## Your assignment
From the first line of the data through the line containing "--surface:#261f2e; --page:#2e2736; --text:#f1f3f6;", return each line exactly.

Dataset entries
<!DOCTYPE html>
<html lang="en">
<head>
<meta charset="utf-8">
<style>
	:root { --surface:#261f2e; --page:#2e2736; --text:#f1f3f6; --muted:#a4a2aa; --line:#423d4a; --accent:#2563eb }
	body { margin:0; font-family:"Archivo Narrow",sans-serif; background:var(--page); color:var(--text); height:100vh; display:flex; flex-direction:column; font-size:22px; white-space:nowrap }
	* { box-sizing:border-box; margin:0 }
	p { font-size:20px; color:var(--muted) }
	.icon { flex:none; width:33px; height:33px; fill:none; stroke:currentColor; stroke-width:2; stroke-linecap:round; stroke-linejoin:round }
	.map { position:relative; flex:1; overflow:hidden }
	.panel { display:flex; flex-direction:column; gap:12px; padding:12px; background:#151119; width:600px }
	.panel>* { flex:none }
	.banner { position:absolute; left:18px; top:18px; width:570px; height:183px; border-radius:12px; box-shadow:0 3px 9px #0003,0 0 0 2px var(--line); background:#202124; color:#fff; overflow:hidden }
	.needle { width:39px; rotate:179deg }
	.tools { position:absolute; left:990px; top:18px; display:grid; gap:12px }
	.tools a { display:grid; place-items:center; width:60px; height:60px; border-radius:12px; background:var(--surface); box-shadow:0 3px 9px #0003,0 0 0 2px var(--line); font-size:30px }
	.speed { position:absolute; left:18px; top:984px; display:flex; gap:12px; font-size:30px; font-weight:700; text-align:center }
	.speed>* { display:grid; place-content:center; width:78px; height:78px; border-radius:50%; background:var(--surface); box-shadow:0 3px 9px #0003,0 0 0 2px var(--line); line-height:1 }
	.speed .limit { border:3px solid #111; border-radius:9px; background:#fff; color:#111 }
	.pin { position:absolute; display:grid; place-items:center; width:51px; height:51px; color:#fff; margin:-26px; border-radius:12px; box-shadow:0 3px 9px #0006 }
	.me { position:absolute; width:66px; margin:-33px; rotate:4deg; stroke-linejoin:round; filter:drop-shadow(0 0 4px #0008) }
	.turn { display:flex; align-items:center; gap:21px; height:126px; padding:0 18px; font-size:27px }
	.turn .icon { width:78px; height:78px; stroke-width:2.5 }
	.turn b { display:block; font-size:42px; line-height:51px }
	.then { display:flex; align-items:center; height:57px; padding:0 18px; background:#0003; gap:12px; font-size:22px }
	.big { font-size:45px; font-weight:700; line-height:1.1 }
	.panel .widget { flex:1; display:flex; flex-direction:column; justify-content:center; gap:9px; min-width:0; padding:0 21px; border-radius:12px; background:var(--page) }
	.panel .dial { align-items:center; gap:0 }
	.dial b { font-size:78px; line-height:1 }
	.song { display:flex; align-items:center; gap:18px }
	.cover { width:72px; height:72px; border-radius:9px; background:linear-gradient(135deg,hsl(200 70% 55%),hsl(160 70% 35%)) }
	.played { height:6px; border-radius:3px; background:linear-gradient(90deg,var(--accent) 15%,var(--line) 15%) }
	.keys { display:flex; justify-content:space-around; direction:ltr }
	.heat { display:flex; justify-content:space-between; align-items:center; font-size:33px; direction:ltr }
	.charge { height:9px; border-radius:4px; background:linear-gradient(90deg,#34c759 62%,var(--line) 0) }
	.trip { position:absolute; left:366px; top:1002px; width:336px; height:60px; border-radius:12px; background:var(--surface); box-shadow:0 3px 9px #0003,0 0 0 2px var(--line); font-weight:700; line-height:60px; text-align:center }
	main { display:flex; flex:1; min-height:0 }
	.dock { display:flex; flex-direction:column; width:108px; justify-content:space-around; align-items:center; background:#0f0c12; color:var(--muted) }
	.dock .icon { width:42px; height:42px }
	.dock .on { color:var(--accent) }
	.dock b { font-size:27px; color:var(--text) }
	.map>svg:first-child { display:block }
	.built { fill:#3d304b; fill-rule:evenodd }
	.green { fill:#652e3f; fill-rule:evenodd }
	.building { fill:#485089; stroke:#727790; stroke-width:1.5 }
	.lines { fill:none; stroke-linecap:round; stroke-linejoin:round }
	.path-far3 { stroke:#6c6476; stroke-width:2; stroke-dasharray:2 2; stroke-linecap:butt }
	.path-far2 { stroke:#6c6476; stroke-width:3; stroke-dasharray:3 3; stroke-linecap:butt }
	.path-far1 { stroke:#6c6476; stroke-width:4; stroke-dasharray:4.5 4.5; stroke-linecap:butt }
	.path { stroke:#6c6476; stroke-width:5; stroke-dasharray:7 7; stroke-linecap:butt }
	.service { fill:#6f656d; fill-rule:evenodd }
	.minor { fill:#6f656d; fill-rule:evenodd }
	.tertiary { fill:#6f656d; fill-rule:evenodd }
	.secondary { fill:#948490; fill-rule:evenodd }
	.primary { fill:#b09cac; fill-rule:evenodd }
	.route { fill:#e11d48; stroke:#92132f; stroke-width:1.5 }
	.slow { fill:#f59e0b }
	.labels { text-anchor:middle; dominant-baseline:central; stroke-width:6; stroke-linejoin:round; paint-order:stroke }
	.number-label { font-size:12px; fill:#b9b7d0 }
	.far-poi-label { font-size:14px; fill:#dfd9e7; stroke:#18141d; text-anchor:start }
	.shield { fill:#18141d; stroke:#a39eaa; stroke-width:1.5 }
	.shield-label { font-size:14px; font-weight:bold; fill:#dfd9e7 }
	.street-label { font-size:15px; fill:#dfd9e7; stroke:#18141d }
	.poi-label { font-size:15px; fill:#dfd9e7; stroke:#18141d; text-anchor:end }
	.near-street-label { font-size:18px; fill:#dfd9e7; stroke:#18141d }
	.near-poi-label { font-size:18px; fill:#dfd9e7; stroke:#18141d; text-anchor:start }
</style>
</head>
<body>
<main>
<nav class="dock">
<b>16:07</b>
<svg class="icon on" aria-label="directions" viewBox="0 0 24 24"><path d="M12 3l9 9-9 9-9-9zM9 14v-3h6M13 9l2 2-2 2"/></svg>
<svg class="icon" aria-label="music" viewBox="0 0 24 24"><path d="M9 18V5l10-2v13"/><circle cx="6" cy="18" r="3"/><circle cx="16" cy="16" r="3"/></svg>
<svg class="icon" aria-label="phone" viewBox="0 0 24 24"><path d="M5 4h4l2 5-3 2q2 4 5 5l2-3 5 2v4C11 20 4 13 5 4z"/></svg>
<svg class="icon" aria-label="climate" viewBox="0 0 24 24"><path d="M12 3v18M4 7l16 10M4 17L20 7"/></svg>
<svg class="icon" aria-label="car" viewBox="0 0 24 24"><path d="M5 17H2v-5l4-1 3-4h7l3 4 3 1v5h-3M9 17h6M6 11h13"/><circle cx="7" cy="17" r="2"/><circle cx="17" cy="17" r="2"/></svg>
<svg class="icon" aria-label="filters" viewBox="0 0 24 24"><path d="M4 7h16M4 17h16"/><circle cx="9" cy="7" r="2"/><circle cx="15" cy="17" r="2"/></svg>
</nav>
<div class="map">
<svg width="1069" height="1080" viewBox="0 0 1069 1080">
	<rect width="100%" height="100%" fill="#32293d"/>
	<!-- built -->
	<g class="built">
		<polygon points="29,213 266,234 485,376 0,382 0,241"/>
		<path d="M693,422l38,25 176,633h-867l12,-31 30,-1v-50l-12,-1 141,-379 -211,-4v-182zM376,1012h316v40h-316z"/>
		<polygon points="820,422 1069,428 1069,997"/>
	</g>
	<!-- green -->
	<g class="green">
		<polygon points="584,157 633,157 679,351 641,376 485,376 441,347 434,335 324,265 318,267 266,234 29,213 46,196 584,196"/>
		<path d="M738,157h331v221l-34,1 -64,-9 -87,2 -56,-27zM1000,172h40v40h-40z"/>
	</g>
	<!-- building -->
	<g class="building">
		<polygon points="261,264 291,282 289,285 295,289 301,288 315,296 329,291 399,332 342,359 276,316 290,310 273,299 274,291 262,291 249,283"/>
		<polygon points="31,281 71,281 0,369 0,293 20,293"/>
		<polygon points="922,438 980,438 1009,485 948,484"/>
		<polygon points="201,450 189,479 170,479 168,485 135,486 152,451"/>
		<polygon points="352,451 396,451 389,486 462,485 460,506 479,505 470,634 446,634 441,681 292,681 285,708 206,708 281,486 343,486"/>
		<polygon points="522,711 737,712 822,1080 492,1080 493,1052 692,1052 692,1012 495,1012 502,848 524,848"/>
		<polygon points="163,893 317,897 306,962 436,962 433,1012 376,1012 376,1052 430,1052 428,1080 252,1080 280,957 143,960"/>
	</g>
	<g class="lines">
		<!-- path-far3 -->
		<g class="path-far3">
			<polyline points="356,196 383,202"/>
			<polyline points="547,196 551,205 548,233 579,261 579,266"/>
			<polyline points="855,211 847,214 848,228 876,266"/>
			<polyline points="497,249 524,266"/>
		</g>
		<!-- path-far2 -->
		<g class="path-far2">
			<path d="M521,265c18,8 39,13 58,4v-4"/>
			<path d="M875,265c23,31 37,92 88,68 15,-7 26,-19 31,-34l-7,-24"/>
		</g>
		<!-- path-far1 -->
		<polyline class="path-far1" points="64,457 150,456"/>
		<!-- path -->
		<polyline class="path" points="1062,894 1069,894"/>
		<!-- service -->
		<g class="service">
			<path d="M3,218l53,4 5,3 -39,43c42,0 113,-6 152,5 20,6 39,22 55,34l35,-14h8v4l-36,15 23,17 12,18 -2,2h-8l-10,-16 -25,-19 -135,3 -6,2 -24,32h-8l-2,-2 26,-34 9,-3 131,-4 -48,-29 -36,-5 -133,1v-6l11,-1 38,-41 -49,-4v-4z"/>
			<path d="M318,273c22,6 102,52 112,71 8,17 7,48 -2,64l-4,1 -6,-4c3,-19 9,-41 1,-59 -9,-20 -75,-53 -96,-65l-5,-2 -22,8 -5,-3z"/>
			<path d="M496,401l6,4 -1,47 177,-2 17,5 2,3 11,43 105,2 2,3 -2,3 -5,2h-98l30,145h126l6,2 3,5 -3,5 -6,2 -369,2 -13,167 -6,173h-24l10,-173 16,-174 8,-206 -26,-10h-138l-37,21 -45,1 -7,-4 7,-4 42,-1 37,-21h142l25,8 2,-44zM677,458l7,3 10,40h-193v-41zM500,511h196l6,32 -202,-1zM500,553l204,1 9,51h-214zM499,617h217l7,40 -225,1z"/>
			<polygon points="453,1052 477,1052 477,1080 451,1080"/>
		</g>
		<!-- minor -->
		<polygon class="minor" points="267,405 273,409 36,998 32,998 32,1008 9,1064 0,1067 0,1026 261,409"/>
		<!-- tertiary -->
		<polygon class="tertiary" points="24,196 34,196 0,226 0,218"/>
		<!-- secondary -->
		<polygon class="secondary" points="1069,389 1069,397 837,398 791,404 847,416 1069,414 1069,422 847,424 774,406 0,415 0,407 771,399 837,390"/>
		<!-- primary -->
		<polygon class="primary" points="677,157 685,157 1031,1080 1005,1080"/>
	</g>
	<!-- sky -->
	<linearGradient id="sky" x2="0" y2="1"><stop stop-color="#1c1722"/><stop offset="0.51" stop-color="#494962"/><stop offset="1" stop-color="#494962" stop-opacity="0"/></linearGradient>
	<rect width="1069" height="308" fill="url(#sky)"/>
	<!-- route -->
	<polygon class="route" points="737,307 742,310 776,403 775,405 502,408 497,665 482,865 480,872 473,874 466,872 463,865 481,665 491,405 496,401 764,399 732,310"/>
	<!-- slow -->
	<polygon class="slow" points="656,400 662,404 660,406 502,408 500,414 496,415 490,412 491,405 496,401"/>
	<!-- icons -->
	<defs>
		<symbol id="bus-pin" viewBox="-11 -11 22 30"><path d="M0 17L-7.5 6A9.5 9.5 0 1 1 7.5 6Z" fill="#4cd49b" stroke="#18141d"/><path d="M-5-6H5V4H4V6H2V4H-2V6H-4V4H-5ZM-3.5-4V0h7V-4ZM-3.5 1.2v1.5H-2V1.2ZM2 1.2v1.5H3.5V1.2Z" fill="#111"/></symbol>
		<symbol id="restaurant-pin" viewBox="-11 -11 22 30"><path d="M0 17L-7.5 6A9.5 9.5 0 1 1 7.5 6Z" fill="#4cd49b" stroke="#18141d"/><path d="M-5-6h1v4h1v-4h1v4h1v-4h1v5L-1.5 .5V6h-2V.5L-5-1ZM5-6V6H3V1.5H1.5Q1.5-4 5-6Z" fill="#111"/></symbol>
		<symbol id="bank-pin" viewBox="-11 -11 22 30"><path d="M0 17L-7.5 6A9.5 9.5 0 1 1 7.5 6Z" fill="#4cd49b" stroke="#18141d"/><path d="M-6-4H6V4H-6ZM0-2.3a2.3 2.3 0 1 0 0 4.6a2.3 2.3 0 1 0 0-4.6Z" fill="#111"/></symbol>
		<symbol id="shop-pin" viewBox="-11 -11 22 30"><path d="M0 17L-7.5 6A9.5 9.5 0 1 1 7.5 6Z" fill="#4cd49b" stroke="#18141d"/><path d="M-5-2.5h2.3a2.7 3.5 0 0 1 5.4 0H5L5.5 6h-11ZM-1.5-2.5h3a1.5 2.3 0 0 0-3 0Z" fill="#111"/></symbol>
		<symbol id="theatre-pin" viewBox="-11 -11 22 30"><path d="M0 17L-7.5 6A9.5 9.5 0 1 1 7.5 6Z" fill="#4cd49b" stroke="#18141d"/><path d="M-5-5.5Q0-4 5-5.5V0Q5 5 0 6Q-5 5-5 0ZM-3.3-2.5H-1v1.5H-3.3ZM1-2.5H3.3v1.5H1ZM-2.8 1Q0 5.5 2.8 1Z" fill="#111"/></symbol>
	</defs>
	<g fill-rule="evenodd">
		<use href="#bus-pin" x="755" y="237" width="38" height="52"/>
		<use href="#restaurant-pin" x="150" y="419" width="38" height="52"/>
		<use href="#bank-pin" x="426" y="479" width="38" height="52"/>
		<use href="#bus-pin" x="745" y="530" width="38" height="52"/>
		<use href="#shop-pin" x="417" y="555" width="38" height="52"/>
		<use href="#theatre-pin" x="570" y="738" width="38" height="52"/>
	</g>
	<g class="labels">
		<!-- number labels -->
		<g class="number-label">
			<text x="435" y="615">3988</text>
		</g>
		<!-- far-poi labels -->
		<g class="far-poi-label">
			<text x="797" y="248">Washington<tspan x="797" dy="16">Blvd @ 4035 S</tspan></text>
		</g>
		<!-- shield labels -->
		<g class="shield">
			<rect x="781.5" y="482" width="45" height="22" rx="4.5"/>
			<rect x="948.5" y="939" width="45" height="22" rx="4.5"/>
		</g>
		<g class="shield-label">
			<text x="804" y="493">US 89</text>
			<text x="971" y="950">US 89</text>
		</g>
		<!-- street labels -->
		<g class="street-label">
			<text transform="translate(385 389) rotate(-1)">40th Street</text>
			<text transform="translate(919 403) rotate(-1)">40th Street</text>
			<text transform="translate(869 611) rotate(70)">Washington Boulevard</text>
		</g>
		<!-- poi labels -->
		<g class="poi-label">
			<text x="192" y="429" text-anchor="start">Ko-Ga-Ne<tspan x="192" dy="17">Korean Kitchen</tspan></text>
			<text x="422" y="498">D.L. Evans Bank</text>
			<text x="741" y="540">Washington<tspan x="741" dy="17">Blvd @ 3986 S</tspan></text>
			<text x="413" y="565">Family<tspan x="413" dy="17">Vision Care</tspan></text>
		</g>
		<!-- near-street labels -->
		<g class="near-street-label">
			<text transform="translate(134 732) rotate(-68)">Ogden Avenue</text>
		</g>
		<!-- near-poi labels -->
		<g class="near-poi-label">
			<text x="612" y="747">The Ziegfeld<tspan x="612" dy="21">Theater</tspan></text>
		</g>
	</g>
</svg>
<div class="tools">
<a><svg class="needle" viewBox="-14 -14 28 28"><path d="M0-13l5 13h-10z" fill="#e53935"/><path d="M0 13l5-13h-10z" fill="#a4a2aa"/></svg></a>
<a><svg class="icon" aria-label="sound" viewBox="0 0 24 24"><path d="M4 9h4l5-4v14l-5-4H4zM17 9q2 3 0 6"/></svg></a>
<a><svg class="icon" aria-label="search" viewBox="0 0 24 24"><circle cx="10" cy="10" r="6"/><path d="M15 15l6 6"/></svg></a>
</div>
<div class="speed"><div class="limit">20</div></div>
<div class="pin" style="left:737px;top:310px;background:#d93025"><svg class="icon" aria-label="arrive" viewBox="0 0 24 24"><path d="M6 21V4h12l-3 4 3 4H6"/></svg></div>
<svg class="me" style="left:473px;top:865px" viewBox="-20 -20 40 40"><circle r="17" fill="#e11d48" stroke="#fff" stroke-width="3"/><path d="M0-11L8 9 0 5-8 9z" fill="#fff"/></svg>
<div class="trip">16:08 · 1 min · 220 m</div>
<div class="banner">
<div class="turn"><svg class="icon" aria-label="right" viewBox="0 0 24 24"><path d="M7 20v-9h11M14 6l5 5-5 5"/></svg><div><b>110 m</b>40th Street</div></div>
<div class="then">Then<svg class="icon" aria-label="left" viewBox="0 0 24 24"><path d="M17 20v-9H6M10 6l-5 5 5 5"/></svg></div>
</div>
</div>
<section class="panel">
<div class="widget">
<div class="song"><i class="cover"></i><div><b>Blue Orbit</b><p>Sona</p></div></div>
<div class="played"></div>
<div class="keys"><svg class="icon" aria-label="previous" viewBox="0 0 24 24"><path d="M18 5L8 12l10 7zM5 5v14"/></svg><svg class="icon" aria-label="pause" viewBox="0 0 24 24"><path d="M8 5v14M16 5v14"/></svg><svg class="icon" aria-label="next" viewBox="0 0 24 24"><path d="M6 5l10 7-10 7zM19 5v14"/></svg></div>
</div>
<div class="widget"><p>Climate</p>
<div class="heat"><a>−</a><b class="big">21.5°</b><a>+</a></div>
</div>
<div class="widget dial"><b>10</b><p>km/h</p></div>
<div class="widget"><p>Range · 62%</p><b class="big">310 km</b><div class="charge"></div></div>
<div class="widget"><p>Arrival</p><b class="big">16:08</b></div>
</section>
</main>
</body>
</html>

## Answer box
<!DOCTYPE html>
<html lang="en">
<head>
<meta charset="utf-8">
<style>
	:root { --surface:#261f2e; --page:#2e2736; --text:#f1f3f6; --muted:#a4a2aa; --line:#423d4a; --accent:#2563eb }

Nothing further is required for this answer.